Task to carry out:
Please copy each line of the records below that includes the word "above".

Provided records:
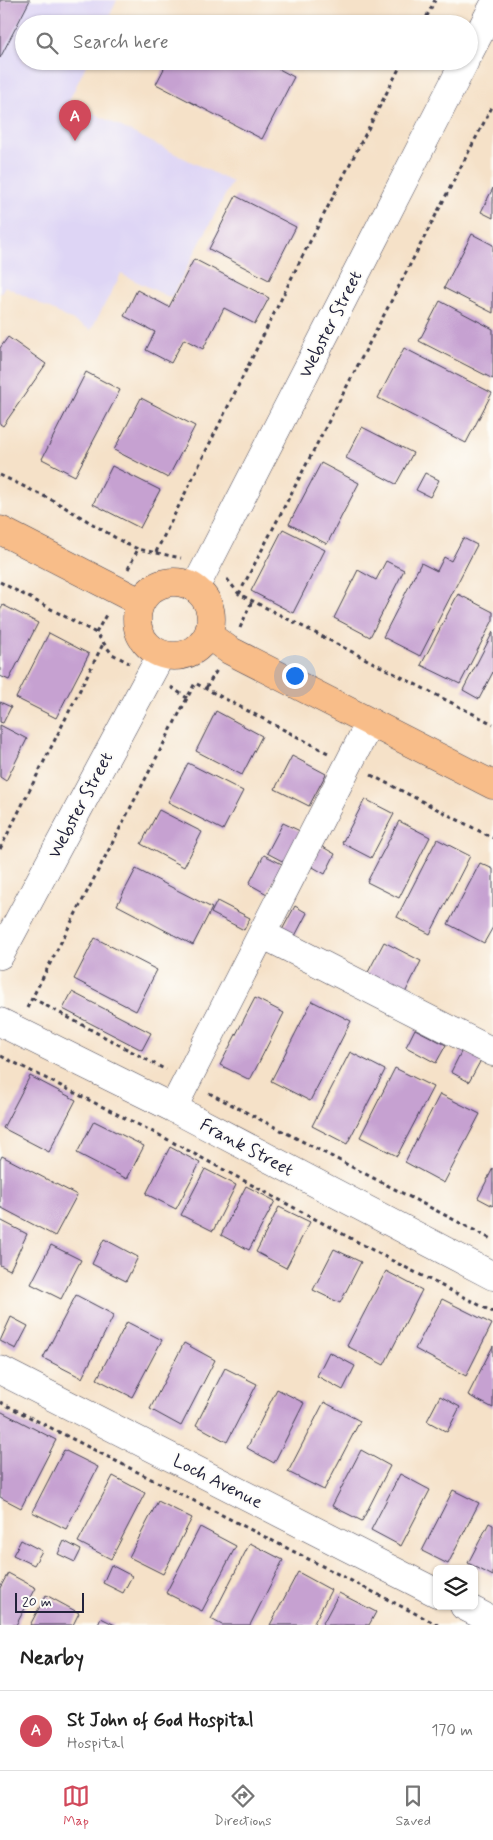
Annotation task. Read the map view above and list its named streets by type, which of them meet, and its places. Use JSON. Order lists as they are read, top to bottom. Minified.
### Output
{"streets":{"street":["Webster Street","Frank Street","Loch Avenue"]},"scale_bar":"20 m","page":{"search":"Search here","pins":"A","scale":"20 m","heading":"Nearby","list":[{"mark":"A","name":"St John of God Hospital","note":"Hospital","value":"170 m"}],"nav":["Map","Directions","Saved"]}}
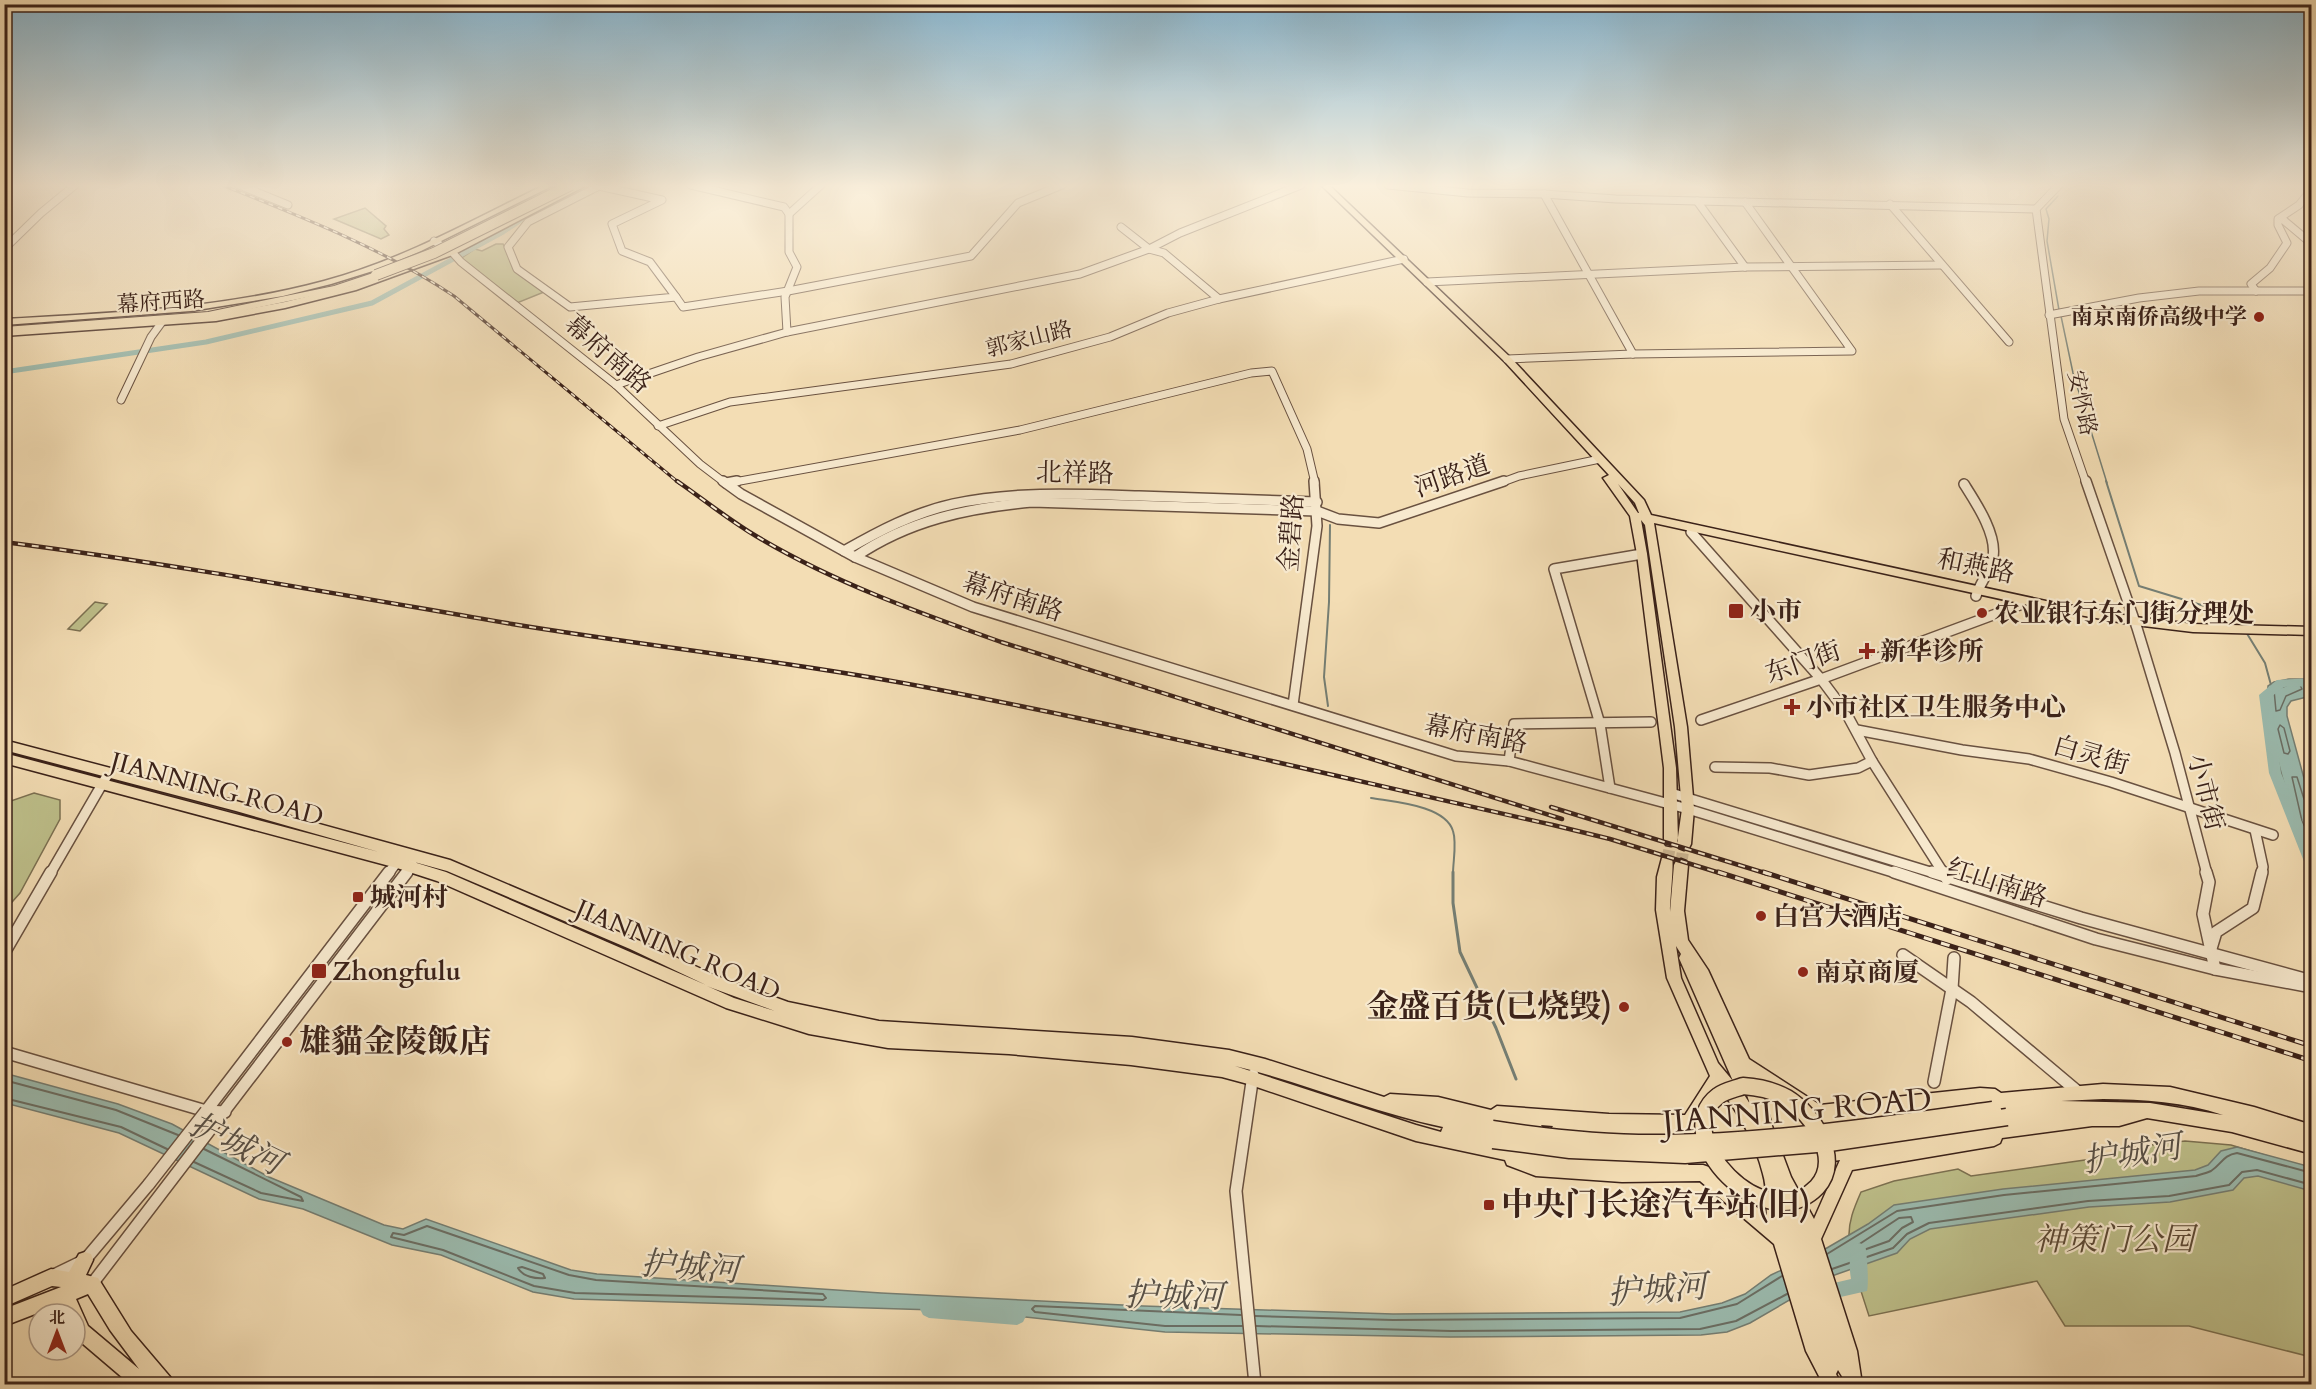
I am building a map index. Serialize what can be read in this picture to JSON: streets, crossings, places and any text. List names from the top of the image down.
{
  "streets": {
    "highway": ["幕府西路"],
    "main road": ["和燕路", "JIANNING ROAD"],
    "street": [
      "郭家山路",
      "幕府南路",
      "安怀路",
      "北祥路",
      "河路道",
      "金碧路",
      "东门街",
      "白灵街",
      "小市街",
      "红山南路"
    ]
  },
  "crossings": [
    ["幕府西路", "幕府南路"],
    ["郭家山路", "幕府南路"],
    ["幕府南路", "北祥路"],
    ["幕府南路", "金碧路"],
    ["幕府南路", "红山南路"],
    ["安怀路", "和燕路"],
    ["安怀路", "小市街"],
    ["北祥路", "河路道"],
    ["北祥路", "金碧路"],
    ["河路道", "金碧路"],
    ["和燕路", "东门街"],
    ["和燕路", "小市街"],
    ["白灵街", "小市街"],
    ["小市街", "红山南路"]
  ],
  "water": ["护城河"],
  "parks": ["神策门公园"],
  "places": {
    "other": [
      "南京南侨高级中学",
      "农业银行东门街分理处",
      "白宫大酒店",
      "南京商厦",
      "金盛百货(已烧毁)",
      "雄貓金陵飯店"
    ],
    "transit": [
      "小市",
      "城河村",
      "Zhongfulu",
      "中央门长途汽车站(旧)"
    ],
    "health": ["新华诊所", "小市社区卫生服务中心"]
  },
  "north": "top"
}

...

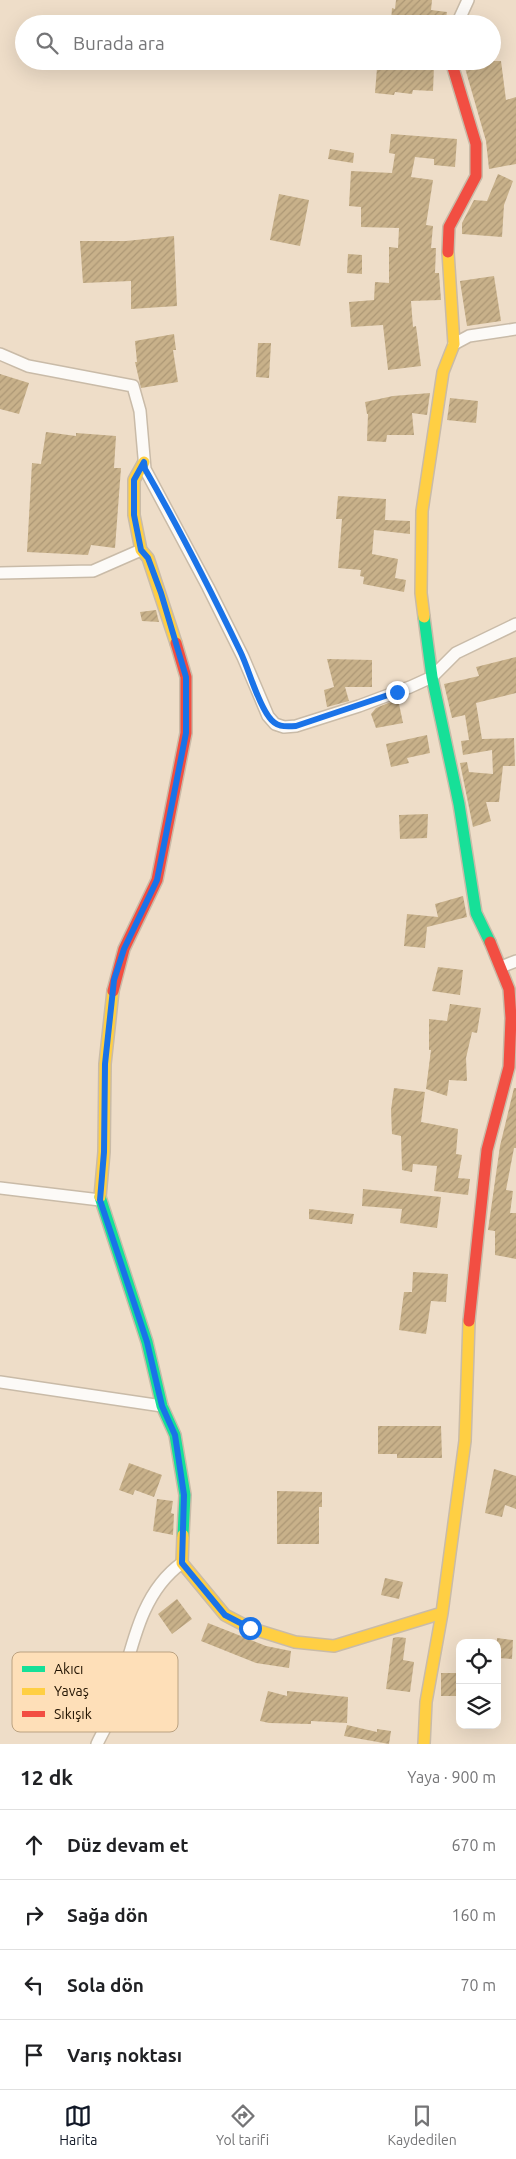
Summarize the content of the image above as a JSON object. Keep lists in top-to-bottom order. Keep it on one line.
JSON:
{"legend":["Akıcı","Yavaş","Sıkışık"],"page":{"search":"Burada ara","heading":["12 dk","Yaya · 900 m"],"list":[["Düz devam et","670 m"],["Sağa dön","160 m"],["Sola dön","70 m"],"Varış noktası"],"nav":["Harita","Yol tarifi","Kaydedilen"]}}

...

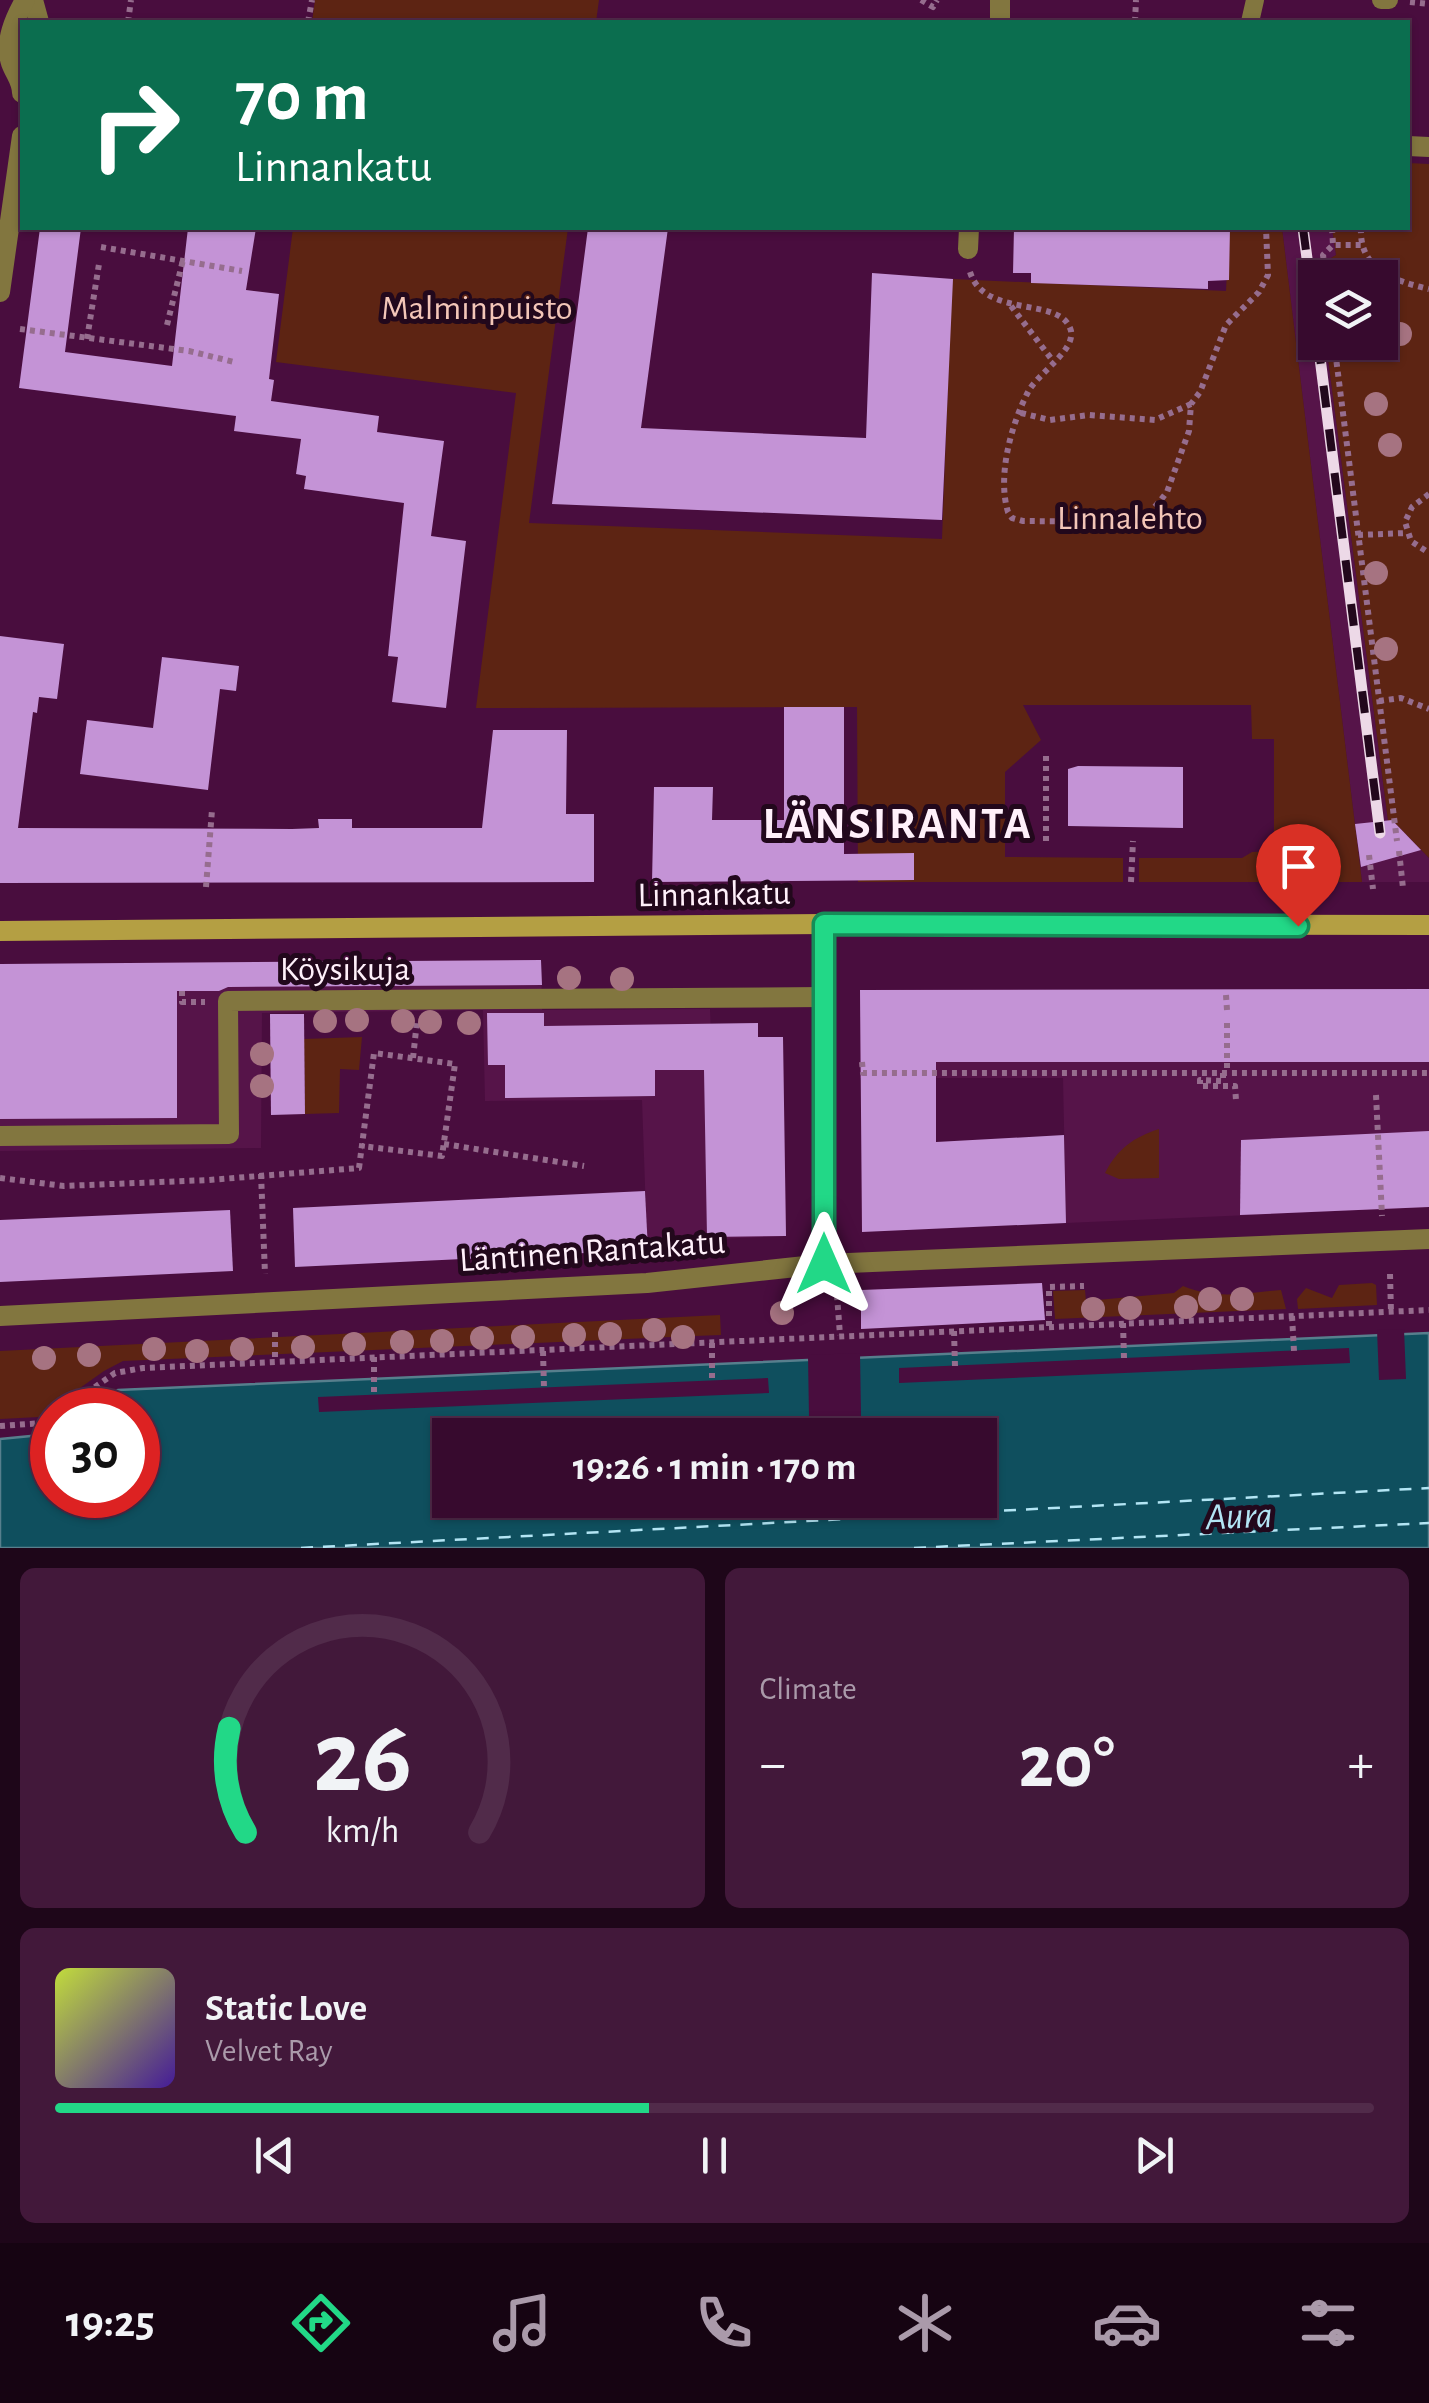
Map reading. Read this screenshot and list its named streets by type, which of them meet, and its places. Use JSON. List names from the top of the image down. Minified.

The answer:
Annotation task. Read the map view above and list its named streets by type, which of them meet, and its places. Use JSON. Order lists as they are read, top to bottom. Minified.
Summarize the content of the image above as a JSON object. Keep lists in top-to-bottom order. Keep it on one line.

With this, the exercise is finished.